Records from a dataset:
════════════════

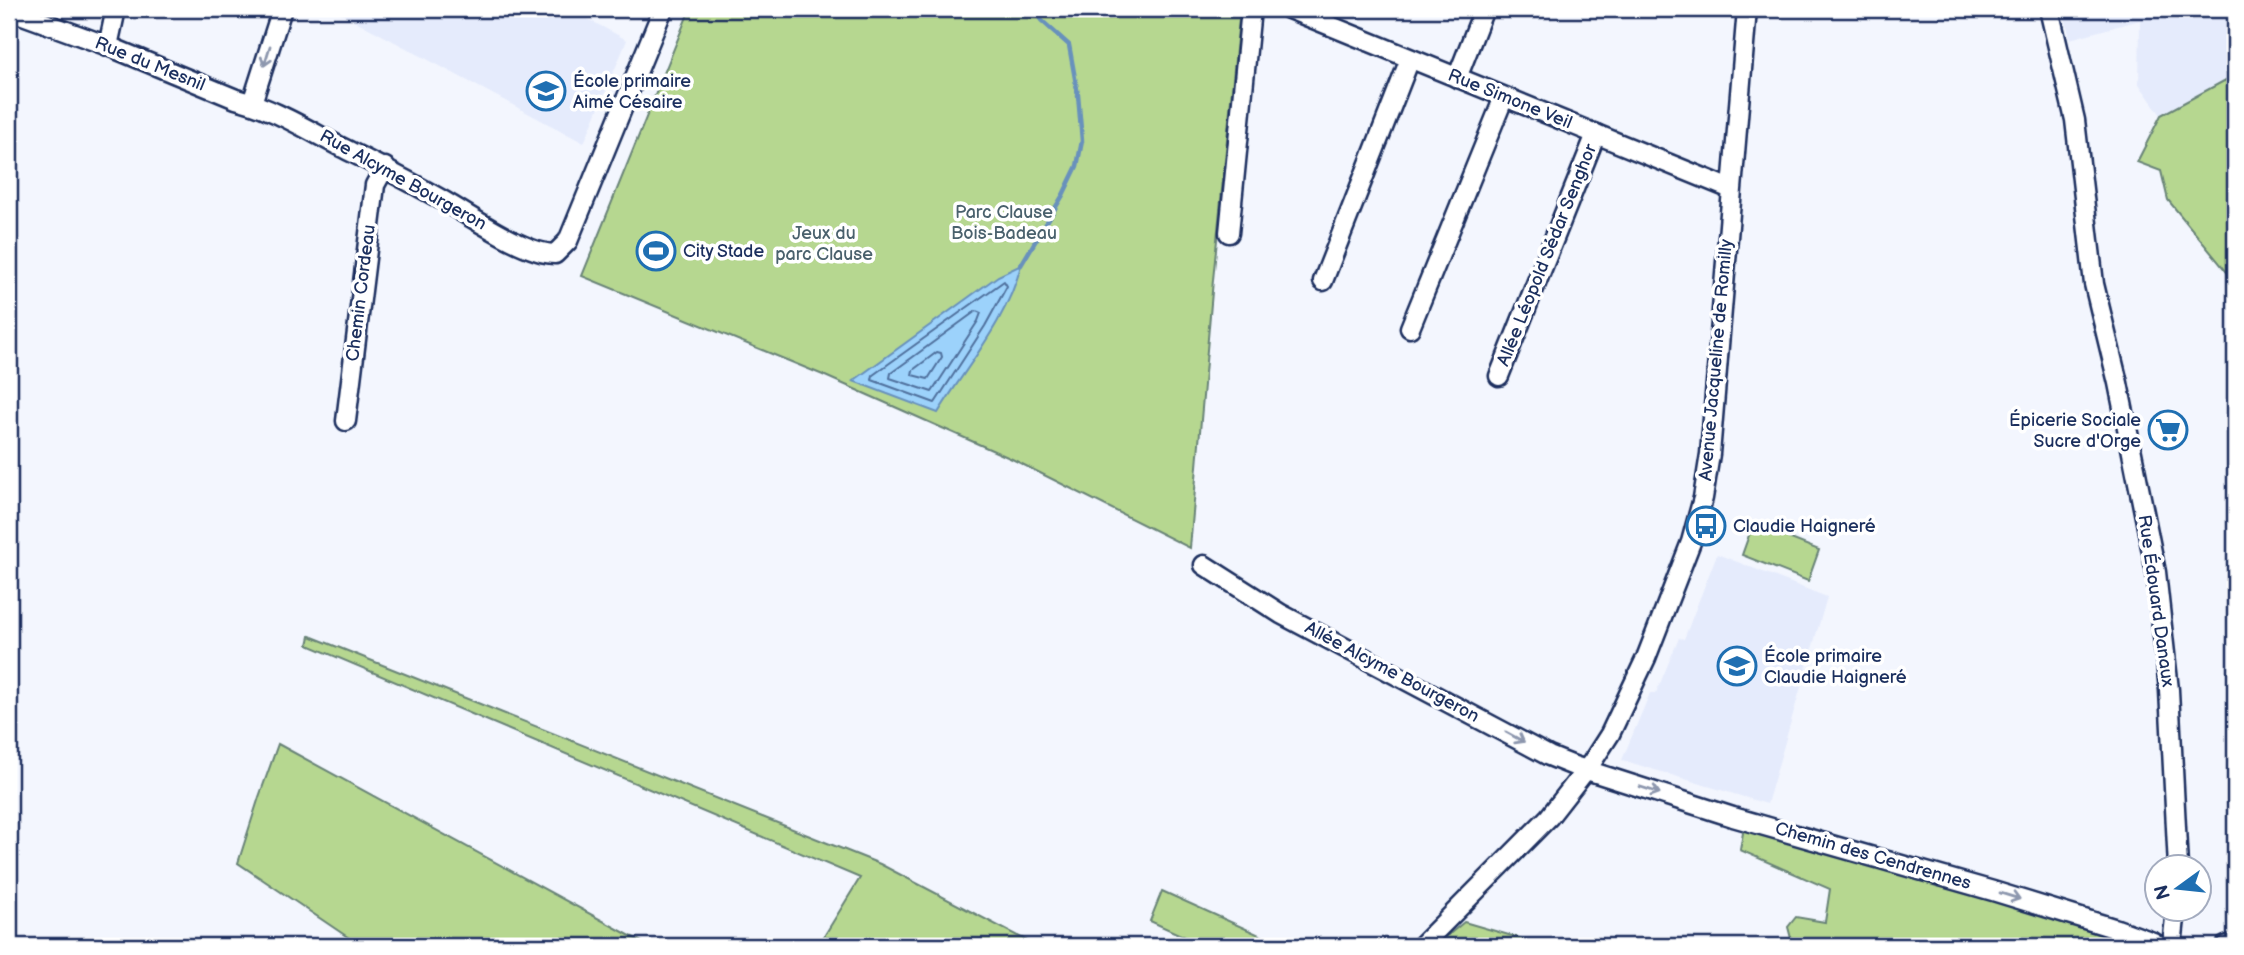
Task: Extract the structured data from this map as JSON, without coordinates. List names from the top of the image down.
{
  "streets": {
    "street": [
      "Rue du Mesnil",
      "Rue Simone Veil",
      "Rue Alcyme Bourgeron",
      "Allée Léopold Sédar Senghor",
      "Chemin Cordeau",
      "Avenue Jacqueline de Romilly",
      "Rue Édouard Danaux",
      "Allée Alcyme Bourgeron",
      "Chemin des Cendrennes"
    ]
  },
  "crossings": [
    ["Rue du Mesnil", "Rue Alcyme Bourgeron"],
    ["Rue Simone Veil", "Allée Léopold Sédar Senghor"],
    ["Rue Simone Veil", "Avenue Jacqueline de Romilly"],
    ["Rue Alcyme Bourgeron", "Chemin Cordeau"],
    ["Avenue Jacqueline de Romilly", "Allée Alcyme Bourgeron"],
    ["Avenue Jacqueline de Romilly", "Chemin des Cendrennes"],
    ["Allée Alcyme Bourgeron", "Chemin des Cendrennes"]
  ],
  "one_way": ["Allée Alcyme Bourgeron", "Chemin des Cendrennes"],
  "parks": ["Parc Clause Bois-Badeau", "Jeux du parc Clause"],
  "places": {
    "school or university": ["École primaire Aimé Césaire", "École primaire Claudie Haigneré"],
    "sports": ["City Stade"],
    "supermarket": ["Épicerie Sociale Sucre d'Orge"],
    "bus stop": ["Claudie Haigneré"]
  },
  "north": "left"
}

════════════════

Print every entry exactly; omit the pictures.

Task: Extract the structured data from this map as JSON, without coordinates. List names from the top of the image down.
{
  "streets": {
    "street": [
      "Rue du Mesnil",
      "Rue Simone Veil",
      "Rue Alcyme Bourgeron",
      "Allée Léopold Sédar Senghor",
      "Chemin Cordeau",
      "Avenue Jacqueline de Romilly",
      "Rue Édouard Danaux",
      "Allée Alcyme Bourgeron",
      "Chemin des Cendrennes"
    ]
  },
  "crossings": [
    ["Rue du Mesnil", "Rue Alcyme Bourgeron"],
    ["Rue Simone Veil", "Allée Léopold Sédar Senghor"],
    ["Rue Simone Veil", "Avenue Jacqueline de Romilly"],
    ["Rue Alcyme Bourgeron", "Chemin Cordeau"],
    ["Avenue Jacqueline de Romilly", "Allée Alcyme Bourgeron"],
    ["Avenue Jacqueline de Romilly", "Chemin des Cendrennes"],
    ["Allée Alcyme Bourgeron", "Chemin des Cendrennes"]
  ],
  "one_way": ["Allée Alcyme Bourgeron", "Chemin des Cendrennes"],
  "parks": ["Parc Clause Bois-Badeau", "Jeux du parc Clause"],
  "places": {
    "school or university": ["École primaire Aimé Césaire", "École primaire Claudie Haigneré"],
    "sports": ["City Stade"],
    "supermarket": ["Épicerie Sociale Sucre d'Orge"],
    "bus stop": ["Claudie Haigneré"]
  },
  "north": "left"
}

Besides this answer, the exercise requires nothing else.